Because ΔG⁰ is negative, that means the reaction is thermodynamically favorable in the forward direction. The superscript knot means that both the reactants and products are in their standard states. So what our calculation tells us is if we had a mixture of nitrogen, hydrogen, and ammonia gas at 25 degrees Celsius, and all three gases had a partial pressure of one atmosphere, the reaction is thermodynamically favorable in the forward direction, meaning nitrogen gas and hydrogen gas would come together to synthesize or make more ammonia.
So at 298 Kelvin, ΔG⁰ for this reaction is negative. Let's do another calculation for this same reaction at a different temperature, a temperature of 1000 Kelvin. Also, even though the value for ΔG⁰ is highly dependent on temperature, the values for ΔH⁰ and ΔS⁰ are not as dependent on the temperature. Therefore, we're going to assume that these values for ΔH⁰ and ΔS⁰ don't change, and we're going to use the same ones at the higher temperature of 1000 Kelvin.
Here's the equation with everything plugged in for the calculation of ΔG⁰ at the higher temperature of 1000 Kelvin. Notice that the values we're using for ΔH⁰ and ΔS⁰ are the same as the ones that we used at the lower temperature of 298 Kelvin. Once again, Kelvin cancels out and gives us kilojoules per mole of reaction as our units for our final answer.

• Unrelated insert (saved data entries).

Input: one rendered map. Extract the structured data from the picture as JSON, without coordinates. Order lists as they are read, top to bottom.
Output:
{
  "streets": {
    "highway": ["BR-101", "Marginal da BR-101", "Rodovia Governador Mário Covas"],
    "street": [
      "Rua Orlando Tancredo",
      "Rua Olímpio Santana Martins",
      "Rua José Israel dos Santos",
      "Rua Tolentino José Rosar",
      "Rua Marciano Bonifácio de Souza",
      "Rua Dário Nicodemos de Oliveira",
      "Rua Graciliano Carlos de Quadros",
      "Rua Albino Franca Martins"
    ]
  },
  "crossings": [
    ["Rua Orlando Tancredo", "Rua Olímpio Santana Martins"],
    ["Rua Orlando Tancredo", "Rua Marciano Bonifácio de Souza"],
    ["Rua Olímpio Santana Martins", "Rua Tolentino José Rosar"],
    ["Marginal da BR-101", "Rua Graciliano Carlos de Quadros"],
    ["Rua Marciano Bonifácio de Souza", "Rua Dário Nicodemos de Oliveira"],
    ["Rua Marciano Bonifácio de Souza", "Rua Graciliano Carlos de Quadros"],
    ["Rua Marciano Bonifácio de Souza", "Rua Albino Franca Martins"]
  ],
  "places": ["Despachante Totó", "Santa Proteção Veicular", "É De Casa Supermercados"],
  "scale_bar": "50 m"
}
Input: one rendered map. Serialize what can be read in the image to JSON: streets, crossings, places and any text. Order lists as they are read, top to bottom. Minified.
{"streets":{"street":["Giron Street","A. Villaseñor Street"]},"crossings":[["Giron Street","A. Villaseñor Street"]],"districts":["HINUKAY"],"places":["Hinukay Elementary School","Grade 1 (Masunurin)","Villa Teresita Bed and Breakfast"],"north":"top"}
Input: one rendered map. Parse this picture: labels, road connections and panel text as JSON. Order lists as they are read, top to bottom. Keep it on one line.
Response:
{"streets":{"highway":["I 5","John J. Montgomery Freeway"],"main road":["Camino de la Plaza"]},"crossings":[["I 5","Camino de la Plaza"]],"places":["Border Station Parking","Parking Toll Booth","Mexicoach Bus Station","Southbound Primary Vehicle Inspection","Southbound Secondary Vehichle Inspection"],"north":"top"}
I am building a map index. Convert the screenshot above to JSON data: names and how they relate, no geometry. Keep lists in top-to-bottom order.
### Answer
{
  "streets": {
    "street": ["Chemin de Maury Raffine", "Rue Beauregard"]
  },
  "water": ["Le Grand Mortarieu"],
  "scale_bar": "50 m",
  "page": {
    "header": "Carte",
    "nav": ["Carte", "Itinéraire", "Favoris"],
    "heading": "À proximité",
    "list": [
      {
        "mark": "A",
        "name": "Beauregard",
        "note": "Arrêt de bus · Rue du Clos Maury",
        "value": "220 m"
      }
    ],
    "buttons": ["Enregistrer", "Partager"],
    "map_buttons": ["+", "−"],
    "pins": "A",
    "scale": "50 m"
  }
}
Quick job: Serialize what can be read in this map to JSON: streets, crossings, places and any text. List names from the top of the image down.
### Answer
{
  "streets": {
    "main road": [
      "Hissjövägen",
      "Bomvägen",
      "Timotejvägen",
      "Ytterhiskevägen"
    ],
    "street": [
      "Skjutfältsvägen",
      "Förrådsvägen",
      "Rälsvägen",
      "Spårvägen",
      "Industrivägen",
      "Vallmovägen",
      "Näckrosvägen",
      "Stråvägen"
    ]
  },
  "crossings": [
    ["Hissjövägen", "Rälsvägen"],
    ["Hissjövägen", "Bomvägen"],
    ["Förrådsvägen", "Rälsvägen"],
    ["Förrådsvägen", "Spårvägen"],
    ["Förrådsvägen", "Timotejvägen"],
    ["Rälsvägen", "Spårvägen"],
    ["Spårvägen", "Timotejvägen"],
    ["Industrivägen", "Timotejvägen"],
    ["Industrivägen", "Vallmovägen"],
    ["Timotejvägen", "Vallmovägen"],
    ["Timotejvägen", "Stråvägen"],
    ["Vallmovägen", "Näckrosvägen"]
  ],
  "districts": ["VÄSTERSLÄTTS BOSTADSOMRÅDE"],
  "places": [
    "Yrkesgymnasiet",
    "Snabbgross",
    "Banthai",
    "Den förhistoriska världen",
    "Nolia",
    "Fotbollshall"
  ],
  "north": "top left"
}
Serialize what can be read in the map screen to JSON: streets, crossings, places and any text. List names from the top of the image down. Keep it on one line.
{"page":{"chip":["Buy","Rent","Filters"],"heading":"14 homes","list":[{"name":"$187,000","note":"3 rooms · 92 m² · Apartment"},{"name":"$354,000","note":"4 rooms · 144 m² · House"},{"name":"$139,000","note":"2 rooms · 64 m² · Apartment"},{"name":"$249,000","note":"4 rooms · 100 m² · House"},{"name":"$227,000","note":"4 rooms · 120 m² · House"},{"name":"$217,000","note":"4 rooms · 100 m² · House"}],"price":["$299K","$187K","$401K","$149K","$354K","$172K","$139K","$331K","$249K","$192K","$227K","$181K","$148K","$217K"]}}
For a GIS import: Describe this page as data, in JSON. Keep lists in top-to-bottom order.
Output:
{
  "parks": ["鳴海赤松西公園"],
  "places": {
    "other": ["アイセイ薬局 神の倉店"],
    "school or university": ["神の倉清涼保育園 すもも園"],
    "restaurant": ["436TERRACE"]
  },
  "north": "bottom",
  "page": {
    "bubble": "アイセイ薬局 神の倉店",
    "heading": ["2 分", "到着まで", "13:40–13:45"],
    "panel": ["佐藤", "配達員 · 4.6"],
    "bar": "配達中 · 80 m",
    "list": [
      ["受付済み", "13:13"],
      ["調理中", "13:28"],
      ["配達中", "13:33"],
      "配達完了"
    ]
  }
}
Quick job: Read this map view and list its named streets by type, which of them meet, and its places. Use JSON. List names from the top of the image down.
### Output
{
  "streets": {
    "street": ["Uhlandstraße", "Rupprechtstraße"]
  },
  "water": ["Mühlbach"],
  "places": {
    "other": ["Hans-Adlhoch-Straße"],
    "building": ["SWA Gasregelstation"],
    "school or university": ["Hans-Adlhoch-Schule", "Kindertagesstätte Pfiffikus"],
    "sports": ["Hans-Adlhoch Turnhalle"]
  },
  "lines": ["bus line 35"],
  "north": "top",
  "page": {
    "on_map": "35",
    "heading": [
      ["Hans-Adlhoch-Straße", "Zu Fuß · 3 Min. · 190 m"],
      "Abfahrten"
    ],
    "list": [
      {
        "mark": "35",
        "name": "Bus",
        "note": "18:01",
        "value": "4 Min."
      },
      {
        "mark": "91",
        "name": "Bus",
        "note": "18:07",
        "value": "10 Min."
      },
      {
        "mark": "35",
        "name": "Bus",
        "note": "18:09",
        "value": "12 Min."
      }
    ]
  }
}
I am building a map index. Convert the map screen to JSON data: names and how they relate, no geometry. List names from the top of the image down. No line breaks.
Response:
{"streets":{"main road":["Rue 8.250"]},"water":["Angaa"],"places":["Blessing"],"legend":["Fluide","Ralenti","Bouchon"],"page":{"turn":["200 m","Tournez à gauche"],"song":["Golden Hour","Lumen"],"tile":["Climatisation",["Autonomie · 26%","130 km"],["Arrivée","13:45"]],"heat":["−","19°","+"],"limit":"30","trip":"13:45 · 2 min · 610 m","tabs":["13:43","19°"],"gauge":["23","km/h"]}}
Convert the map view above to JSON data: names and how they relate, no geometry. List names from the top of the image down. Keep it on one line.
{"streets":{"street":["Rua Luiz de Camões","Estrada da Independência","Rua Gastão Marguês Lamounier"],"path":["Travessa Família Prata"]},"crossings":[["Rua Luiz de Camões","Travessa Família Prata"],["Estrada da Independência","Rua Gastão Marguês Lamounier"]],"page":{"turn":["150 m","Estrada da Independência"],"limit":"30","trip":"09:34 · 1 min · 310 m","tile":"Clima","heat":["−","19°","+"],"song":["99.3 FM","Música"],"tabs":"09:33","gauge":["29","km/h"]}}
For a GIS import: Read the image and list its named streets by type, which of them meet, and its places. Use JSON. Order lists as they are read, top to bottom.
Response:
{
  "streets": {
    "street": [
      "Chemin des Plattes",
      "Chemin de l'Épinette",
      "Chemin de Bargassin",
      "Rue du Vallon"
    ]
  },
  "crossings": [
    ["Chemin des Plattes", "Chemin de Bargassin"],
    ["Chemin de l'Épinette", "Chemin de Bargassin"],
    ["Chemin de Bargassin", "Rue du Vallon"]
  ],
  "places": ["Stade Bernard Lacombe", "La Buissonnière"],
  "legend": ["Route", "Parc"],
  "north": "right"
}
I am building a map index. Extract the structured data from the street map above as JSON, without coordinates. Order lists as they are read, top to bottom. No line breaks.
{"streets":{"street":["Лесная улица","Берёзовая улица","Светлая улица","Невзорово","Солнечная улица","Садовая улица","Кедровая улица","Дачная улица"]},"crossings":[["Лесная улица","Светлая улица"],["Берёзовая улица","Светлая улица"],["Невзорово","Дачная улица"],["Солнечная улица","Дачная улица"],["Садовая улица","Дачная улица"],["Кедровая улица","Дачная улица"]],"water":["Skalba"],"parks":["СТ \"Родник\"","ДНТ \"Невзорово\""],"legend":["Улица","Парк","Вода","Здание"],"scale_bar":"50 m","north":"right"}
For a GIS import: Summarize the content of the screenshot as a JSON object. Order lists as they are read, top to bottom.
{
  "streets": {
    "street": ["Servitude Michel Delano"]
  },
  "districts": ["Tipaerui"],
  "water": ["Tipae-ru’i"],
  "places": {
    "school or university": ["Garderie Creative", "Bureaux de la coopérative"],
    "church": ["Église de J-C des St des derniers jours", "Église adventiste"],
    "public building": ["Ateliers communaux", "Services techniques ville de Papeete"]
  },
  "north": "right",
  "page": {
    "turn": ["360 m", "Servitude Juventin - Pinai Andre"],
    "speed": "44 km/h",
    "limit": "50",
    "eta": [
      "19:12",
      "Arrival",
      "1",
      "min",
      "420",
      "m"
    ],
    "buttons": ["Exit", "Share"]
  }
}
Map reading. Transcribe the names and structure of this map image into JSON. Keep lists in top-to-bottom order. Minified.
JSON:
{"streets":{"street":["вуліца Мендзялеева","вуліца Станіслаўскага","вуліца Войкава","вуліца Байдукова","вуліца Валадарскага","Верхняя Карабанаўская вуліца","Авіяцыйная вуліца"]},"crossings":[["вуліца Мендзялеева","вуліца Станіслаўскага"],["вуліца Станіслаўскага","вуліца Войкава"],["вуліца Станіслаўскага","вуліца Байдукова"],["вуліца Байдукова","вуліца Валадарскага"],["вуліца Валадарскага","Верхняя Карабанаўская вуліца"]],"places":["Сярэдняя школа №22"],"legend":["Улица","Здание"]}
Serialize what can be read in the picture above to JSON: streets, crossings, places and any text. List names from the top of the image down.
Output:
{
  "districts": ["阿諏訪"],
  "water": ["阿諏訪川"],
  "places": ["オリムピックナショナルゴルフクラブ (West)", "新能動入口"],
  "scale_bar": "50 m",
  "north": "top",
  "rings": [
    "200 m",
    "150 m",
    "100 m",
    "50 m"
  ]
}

After we do the math, we find that ΔG⁰ is equal to positive 106.5 kilojoules per mole of reaction. Since ΔG⁰ is positive, that means the forward reaction is thermodynamically unfavorable, which means the reverse reaction is thermodynamically favorable. So if we had a mixture of nitrogen gas, hydrogen gas, and ammonia gas at a temperature of 1000 Kelvin, and all three gases had a partial pressure of one atmosphere, the ammonia gas would turn into nitrogen gas and hydrogen gas.
While we have both calculations on the screen, let's analyze why one calculation gives a negative value for ΔG⁰ and the other gives a positive value. For the calculation at 298 Kelvin, the temperature was low enough that the entropy term didn't overwhelm the negative value for the enthalpy term, and we ended up with a negative overall value for ΔG⁰.
However, for the calculation at 1000 Kelvin, this time the temperature was high enough where the entropy term outweighed the negative value for the enthalpy term, and therefore the overall value for ΔG⁰ ended up being positive.
We've just seen that for the synthesis of ammonia from nitrogen gas and hydrogen gas, at relatively low temperatures like 298 Kelvin, ΔG⁰ is less than zero, and at relatively high temperatures like 1000 Kelvin, ΔG⁰ is greater than zero. So there must be some temperature between 298 Kelvin and 1000 Kelvin where the forward reaction goes from being thermodynamically favorable to thermodynamically unfavorable.
This crossover point occurs when the enthalpy term and the entropy term are perfectly balanced; therefore, ΔG⁰ is equal to zero at this crossover point. We plug in zero for ΔG⁰ and we solve for the temperature at the crossover point. After some algebra, we find that the temperature is equal to ΔH⁰ divided by ΔS⁰, which is equal to negative 92.2 kilojoules per mole of reaction divided by negative 0.1987 kilojoules per Kelvin mole of reaction.
Kilojoules per mole of reaction cancels out and gives us 464 Kelvin for the crossover temperature. So for this particular reaction, ΔG⁰ is equal to zero at 464 Kelvin. At temperatures less than 464 Kelvin, the forward reaction is thermodynamically favorable; however, at temperatures higher than 464 Kelvin, the forward reaction is thermodynamically unfavorable.